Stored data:
______________________________
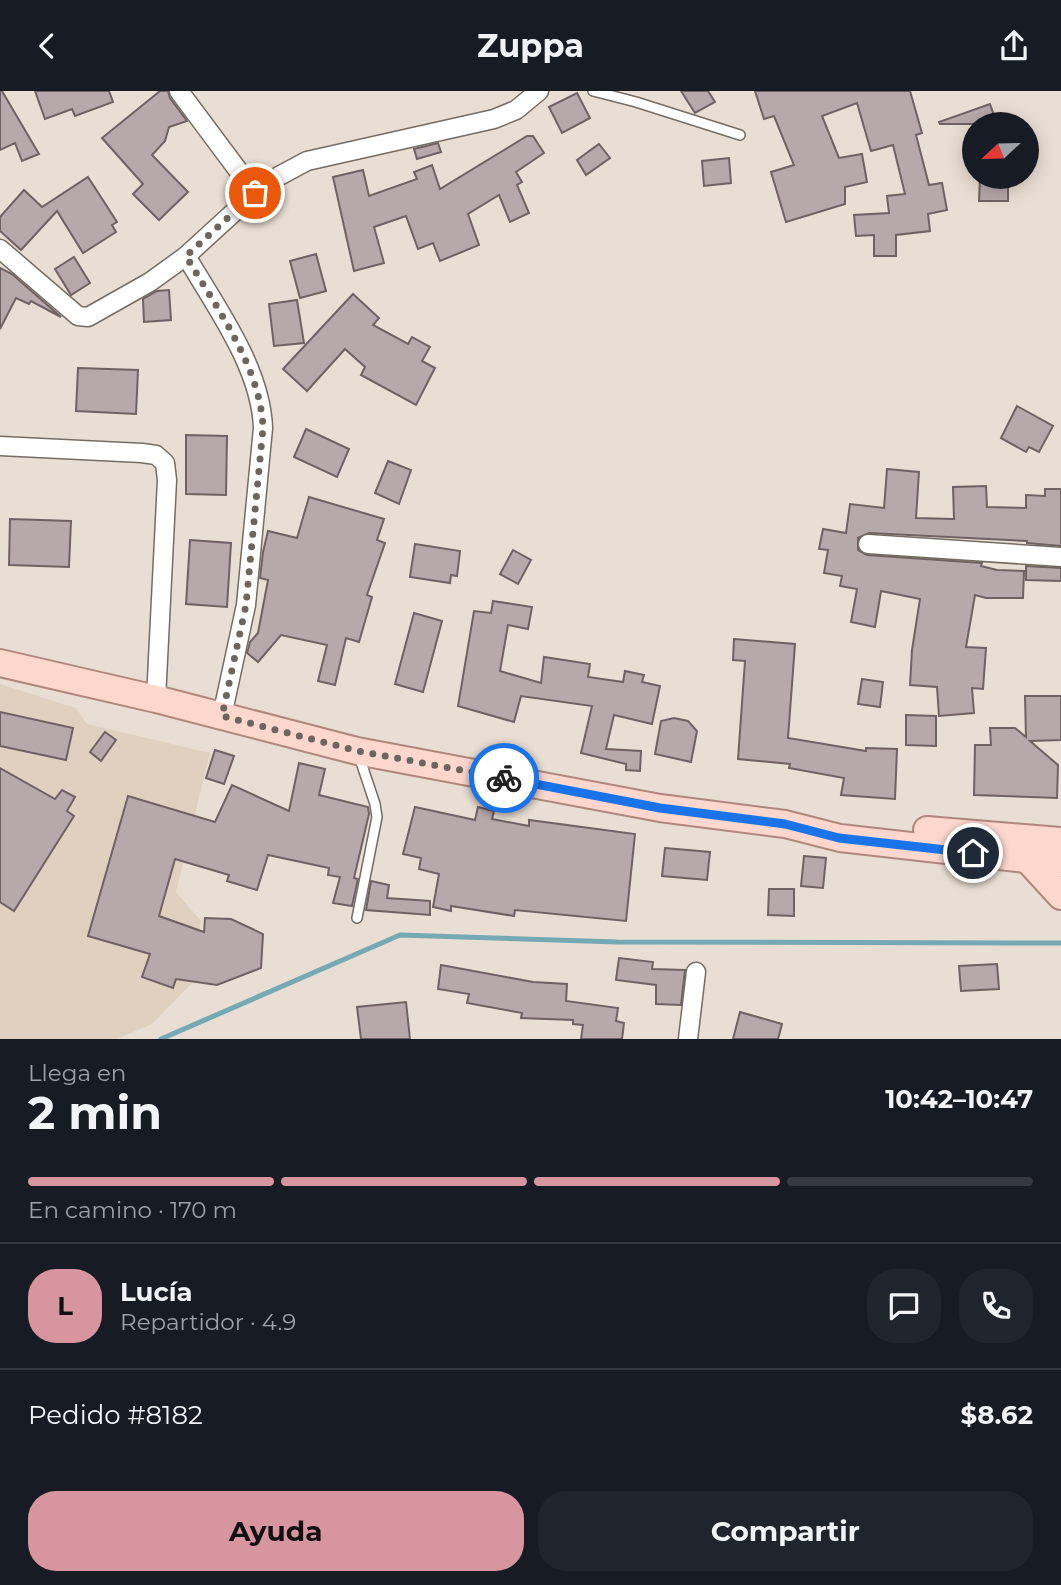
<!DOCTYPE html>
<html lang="es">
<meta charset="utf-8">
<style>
:root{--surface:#171b24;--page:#20242c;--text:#f1f3f6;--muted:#9ea1a6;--line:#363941;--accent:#d6959f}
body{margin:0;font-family:Montserrat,sans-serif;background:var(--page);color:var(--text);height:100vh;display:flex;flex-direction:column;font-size:26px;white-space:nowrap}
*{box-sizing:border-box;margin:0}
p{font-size:23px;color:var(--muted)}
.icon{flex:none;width:38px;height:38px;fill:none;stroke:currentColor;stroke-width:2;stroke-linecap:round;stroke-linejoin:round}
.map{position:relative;height:948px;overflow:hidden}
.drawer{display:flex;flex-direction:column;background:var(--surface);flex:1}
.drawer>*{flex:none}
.needle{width:46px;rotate:248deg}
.tools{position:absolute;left:962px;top:21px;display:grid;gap:14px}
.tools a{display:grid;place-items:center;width:77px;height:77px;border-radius:50%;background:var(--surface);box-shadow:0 4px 18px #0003;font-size:35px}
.pin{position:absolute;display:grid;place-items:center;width:60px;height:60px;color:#fff;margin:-30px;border:4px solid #fff;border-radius:50%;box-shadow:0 2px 7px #0007}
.courier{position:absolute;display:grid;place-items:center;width:70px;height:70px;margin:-35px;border:5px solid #1a73e8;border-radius:50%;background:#fff;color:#222;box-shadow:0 2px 9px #0007}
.overview em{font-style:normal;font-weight:700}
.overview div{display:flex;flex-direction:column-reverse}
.overview{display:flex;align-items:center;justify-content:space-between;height:119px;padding:0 28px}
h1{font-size:46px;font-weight:700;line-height:52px}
.bar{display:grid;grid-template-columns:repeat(4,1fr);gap:10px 7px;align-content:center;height:84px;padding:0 28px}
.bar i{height:9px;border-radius:5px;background:var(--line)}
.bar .current{background:var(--accent)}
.bar p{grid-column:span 4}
.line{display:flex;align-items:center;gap:18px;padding:0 28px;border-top:2px solid var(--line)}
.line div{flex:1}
.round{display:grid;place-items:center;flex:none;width:74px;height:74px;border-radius:28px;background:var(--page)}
.cta{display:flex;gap:14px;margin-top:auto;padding:14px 28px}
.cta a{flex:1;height:80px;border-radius:28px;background:var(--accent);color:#111;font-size:28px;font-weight:700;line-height:80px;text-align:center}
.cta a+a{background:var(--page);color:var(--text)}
header{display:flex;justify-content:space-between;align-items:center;height:91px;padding:0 28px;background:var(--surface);font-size:32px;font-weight:700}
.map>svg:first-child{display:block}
.built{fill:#e0d0c0}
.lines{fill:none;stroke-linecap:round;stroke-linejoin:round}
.stream{stroke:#75a9b3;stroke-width:5}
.building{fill:#b7a8ac;stroke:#6f6164;stroke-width:2}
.service-casing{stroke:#756c63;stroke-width:12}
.minor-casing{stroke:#756c63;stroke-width:21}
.primary-casing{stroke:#b0877d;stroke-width:30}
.service{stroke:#fff;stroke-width:9}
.minor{stroke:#fff;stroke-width:18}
.primary{stroke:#fbd7ce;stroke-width:26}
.done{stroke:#6c665f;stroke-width:7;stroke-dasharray:0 12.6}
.route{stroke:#1a73e8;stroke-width:9}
</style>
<header><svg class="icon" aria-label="back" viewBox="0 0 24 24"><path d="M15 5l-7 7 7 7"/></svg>Zuppa<svg class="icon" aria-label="share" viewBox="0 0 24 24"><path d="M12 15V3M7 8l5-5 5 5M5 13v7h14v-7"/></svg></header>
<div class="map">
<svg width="1061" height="948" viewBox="0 0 1061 948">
<rect width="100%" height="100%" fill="#e9ded3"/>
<polygon class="built" points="0,593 76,617 87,633 210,662 176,801 201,830 192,892 152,933 117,948 0,948"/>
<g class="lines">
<polyline class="stream" points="161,948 400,844 617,851 1061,852"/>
</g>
<g class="building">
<polygon points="0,0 2,0 39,63 22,70 15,52 0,59"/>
<polygon points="35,0 109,0 113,11 75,25 72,18 45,28"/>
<polygon points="160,0 168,0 170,7 187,30 169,36 165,50 152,64 188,101 159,129 133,103 143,93 102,47"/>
<polygon points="681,0 708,0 715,11 695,22"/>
<polygon points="755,0 910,0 922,42 916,44 929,94 942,92 947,119 928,123 930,140 896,144 896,165 874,165 874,144 856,145 854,124 889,122 887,105 905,103 893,54 871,60 857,12 822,25 839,67 862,63 867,91 845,96 845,113 786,131 771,81 794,74 774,25 764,28"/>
<polygon points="577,2 590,27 562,42 549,16"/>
<polygon points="990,13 997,33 940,33 939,31"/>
<polygon points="527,45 533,45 544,62 516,81 522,91 517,94 529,122 510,131 499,104 468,123 479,154 440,170 433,152 418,158 406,125 374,136 384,172 354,180 333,86 363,79 369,105 417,88 414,81 432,74 440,98"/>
<polygon points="438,52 441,61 417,68 414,58"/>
<polygon points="599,53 610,67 586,84 577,69"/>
<polygon points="729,67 731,92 704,95 702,70"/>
<polygon points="88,86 117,131 112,134 116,141 83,162 57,120 21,159 0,140 0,126 24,99 42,116"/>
<polygon points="980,86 1008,86 1008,110 979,110"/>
<polygon points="316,163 326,200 300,207 290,170"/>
<polygon points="74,166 90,192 71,204 55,178"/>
<polygon points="0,177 12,183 61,226 31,210 29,213 16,207 0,238"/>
<polygon points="169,199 171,229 144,231 143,208 157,200"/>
<polygon points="353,203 379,227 373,234 408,253 412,246 430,256 422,270 435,277 416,314 361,284 365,276 345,258 307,300 283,278"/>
<polygon points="297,209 304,252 274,255 269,213"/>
<polygon points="78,277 138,279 136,323 76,320"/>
<polygon points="1017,315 1053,335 1039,361 1029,356 1026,361 1001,347"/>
<polygon points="306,338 349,358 337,386 294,366"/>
<polygon points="186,344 227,345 226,404 186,403"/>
<polygon points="388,370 411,379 399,413 375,402"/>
<polygon points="887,378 919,381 916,427 954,428 953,396 986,395 987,416 1026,417 1026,404 1045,405 1045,398 1061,398 1061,455 1027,452 1027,450 869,442 858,447 858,459 867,464 982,472 981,475 997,479 1024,480 1023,507 986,507 975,504 966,556 986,557 983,598 972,597 974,622 939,625 937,596 910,594 912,559 920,508 881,500 875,536 851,531 857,498 840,495 842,485 824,482 828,459 819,458 823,438 846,442 850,413 884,417"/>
<polygon points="309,406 384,428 377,449 385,452 367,504 372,506 359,551 346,547 335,594 318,590 327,554 281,544 258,571 247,562 250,551 258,542 268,489 260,487 263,461 268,440 297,447"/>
<polygon points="10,428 71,430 69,476 9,474"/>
<polygon points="190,449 231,452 227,516 186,513"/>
<polygon points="415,453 460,460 457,485 451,484 450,492 410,486"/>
<polygon points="513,459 531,469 518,493 500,483"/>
<polygon points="1026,475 1061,477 1061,490 1026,489"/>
<polygon points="493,510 532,516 528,538 508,534 500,580 541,592 544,566 590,573 588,586 623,591 625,580 644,584 642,591 660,595 652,633 614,624 606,658 641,660 640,680 626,679 626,673 581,662 592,615 521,605 514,631 458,615 474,520 491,522"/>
<polygon points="414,522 442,530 423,601 395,593"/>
<polygon points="734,548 795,553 788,647 866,660 866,657 897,658 895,708 841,704 844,687 789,677 790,673 738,668 745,570 733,569"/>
<polygon points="862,588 883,591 880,616 858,613"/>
<polygon points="1025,605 1061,605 1061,649 1030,650 1058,674 1057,707 974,704 975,654 991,654 990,637 1015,637 1026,646"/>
<polygon points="0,621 73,637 66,669 0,655"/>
<polygon points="906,624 936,625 936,655 906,654"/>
<polygon points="674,627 688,630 697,640 691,671 655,663 661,630"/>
<polygon points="105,641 116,649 101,670 90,661"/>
<polygon points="215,659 234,665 224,693 206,687"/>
<polygon points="299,672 325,678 319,704 368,716 369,723 354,787 358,788 352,815 333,812 340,786 328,784 329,777 268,764 257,799 227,790 229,784 175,768 159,825 204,841 205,827 231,828 263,843 261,877 217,894 176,888 173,897 142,886 150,863 88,845 128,705 215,731 232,694 289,720"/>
<polygon points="0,677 55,708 62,699 75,706 67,720 74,725 14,820 0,811"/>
<polygon points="415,716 475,729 478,716 494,720 492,728 529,735 529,729 635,743 626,830 515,819 514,825 451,815 451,820 433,816 439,783 419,778 421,767 403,763"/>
<polygon points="665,757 710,761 707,789 662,785"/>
<polygon points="804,765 826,767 823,797 801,795"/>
<polygon points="371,790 389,794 387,807 430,810 430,824 366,819"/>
<polygon points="769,798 794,798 794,825 768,824"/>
<polygon points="619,867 653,871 652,878 685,879 681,914 656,913 656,894 616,889"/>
<polygon points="997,873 999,898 961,900 959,875"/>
<polygon points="441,874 533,891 567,893 566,910 618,917 616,930 624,932 622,948 581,948 583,934 573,933 573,929 521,927 522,922 467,912 469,903 438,898"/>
<polygon points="406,911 410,948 361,948 357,916"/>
<polygon points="740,921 782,933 778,948 733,948"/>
</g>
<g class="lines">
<g class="service-casing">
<g id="service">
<polyline points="593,0 636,11 740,44"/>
<polyline points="357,827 377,726 375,713 359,665"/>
</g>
</g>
<g class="minor-casing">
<g id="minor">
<polyline points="179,0 255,102"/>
<polyline points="0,158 78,225 88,226 150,191 186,165 255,102 279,85 307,70 494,28 516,19 539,0"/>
<path d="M186,165C216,216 261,277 263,337L246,514L222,625"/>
<polyline points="0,355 142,362 156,364 165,372 167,389 156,608"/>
<polyline points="868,453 1061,466"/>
<polyline points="688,948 696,881"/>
</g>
</g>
<g class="primary-casing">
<g id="primary">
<polyline points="0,572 156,608 357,660 660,717 785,733 840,747 1061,772"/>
<polyline points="927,739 1061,750"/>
<polyline points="1027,768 1061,805"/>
</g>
</g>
<use href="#service" class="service"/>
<use href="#minor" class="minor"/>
<use href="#primary" class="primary"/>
</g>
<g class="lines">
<path class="done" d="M255,102L186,165C216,216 261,277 263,337L246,514L222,625L358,660L504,687"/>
<polyline class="route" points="504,687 660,717 785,733 839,747 973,762"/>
</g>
</svg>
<div class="tools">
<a><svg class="needle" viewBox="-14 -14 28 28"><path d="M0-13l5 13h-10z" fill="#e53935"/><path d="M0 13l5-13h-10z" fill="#9ea1a6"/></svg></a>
</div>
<div class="pin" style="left:255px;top:102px;background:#ea580c"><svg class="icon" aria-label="bag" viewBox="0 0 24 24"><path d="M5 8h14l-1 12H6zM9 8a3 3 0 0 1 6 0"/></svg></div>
<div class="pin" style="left:973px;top:762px;background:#1f2937"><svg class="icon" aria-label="home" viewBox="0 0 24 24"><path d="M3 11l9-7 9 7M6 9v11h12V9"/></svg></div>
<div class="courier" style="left:504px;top:687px"><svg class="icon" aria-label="bike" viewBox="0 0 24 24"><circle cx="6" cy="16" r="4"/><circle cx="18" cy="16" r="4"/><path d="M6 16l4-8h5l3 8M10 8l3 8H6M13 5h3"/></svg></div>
</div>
<section class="drawer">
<div class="overview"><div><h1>2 min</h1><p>Llega en</p></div><em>10:42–10:47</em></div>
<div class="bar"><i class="current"></i><i class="current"></i><i class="current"></i><i></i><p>En camino · 170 m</p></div>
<div class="line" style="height:126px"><b class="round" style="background:var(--accent);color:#111">L</b><div><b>Lucía</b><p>Repartidor · 4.9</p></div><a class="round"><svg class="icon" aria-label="chat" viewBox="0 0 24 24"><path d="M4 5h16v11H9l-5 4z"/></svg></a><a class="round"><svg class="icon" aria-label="phone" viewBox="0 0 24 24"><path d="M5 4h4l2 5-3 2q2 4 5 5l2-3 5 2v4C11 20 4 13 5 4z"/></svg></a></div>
<div class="line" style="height:91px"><div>Pedido #8182</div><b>$8.62</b></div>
<div class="cta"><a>Ayuda</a><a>Compartir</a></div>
</section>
______________________________
Activity: Each line of the data that contains "linecap" belongs in the answer.

Output:
.icon{flex:none;width:38px;height:38px;fill:none;stroke:currentColor;stroke-width:2;stroke-linecap:round;stroke-linejoin:round}
.lines{fill:none;stroke-linecap:round;stroke-linejoin:round}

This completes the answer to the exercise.